You refine, you improve, you learn, then you test and you validate the claims. Right. but I think that’s what makes it all worth it. And it’s the big difference between the early stage versus the growth stage for a company like.us
[00:09:26] Joe:
And I think for anyone who’s not familiar, or hasn’t done this. I think I’m obviously super tuned into this world. So I see it pretty much constantly, but in terms of that validation of. Go search eight, sleep on Twitter, basically, you see all the people that are sharing screenshots of, you know, their sleep fitness or talking about their bed or a pod that just got delivered.
And what that experience has been like. how do you think about that? Almost? What is built-in word-of-mouth and then how you leverage that and use that in terms of a marketing strategy or, you know, is it something that is just more organic and you you love to see it, but you let it go.
So how do you think about that?
[00:10:10] Alexandra:
You obviously have to use it. I think anyone who leads marketing in a company that has such love from the community would be just really dumb not to leverage all of these amazing commentaries. So we find ways to use it and and it varies. It’s it’s about how. do you Surface it in the moments when other people may be considering a purchase, or it may be used for awareness.
We’ve actually had some pretty successful campaigns that even went on television, national television with some of our real members. They’re recording themselves, talking about what they love about the pod? And how it improves their sleep. you can use it in so many ways, but it really has to come from authentic.
Real testimonials. That’s the only way that it works. Like you cannot hack your way into positive word-of-mouth This doesn’t mean it’s always positive. There’s going to be people for whom the Pod is not the problem-solver or they don’t like it. Or they have an issue that happens across any industry in any product.
But when you see such an inflection of positive commentary particularly for us the most valuable piece is when we see. In third-party data. So people who use wearables Whoop Oura or an apple watch, are men, whatever it is that they’re using.
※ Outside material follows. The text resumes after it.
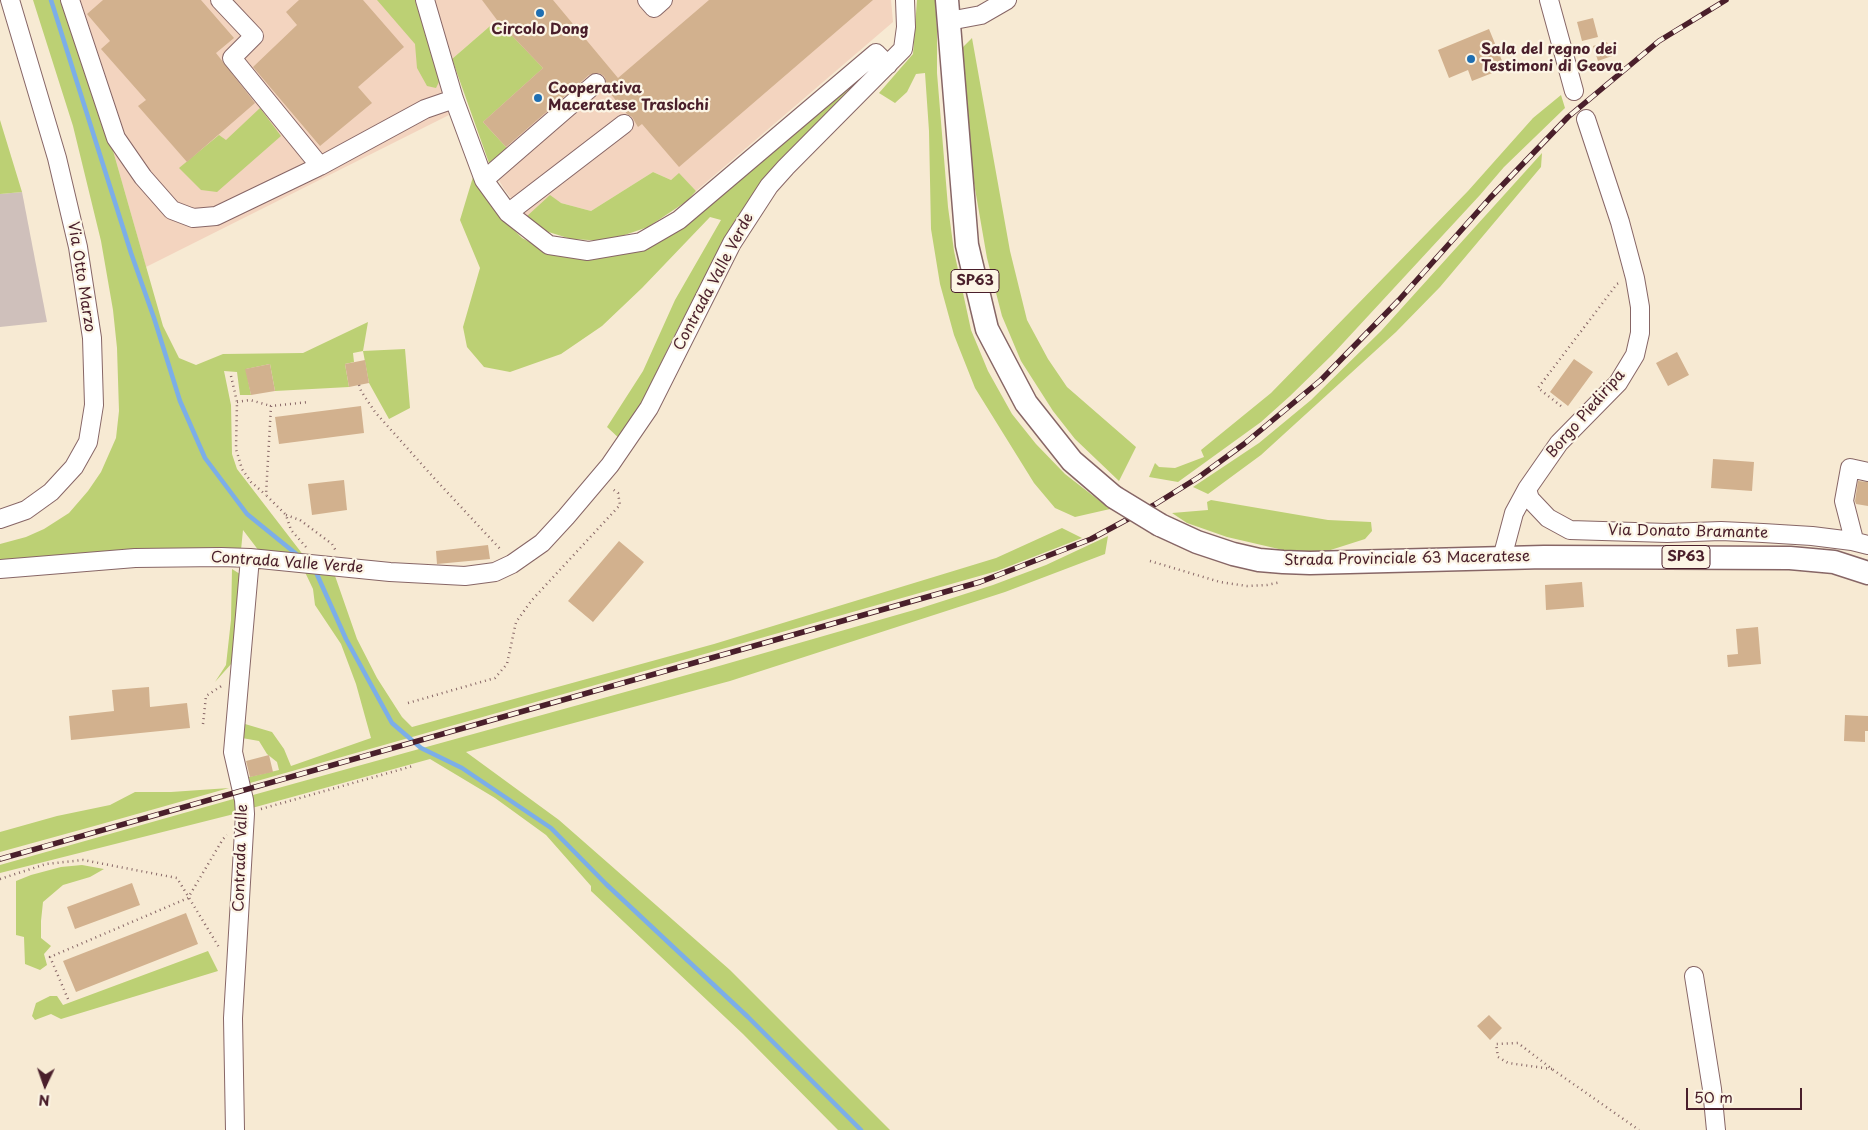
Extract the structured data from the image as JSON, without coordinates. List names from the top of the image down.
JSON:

And they see in their third-party device, that the pod actually improved their sleep, their HRV, heart rate variability their recovery, their or score, like whatever it is.
There’s nothing like it because that’s not the pod telling you you’re sleeping better. And that’s our own ecosystem. That’s someone else’s product telling you that they’re seeing a difference in what this temperature regulation and this automated temperature regulation is for your sleep.
So that’s the big aha that, we, we love to see and we are always seeing organically. So we’re constantly thinking of ways, like how can that become. more of Something, we invite people to experiment with and discover if they see those patterns in their data, so that maybe it excites other members to share their stories.
[00:12:01] Joe:
Yeah, it’s a huge boost. Like you said to see, basically third-parties validating that, maybe down that path of marketing, there’s been a number of kind of partnerships announced in terms of, F1 teams, CrossFitters. Putting, some Eight Sleep products in Airbnbs. I think even, I can’t remember if it was this year, last year, but A partnership with, Barry’s the boutique fitness studio. how are you thinking about these partnerships when they come up?
How are you then executing them and, have you seen, or what type of results have you seen from the partnerships?
[00:12:40] Alexandra:
I’d start by saying that we, as a company go about building our brand in a way that is like a movement So as a mission-driven company, it’s not just about selling the products, but we need to be ambassadors of what it means to be sleep-fit How do you achieve it? How do you achieve it? Even if you don’t have our products, That’s most important to us than anything else. then when you think about the marketing, the marketing needs to take on a similar path where, The education of sleep fitness, making that, even something that you discover, you learn about, you understand you desire and you aspire to be sleep-fit That is goal number one And a great way to achieve that for us has been through these partnerships that you were describing. whether that is becoming the official sleep fitness partner for Barry’s it’s a brand that we love. It is a brand that made sense because their customer base is definitely very similar to the customer we’re speaking to today.
Seeing that. Mutual respect and potential integration for telling the story of how you can be fit by going Barry’s but you can also go sleep-fit by something on the pod just made so much sense. a lot of their trainers are sleeping on the product their CEO and founders. They own the product and talking about it, So the authenticity needs to be there, but then also saying, how do we use this For marketing. so that was the idea behind some of the partnerships there with Barry’s Mercedes their Formula 1 team is the same. It is a sport that is growing really fast. it is a sport that I myself have followed for over 10 years.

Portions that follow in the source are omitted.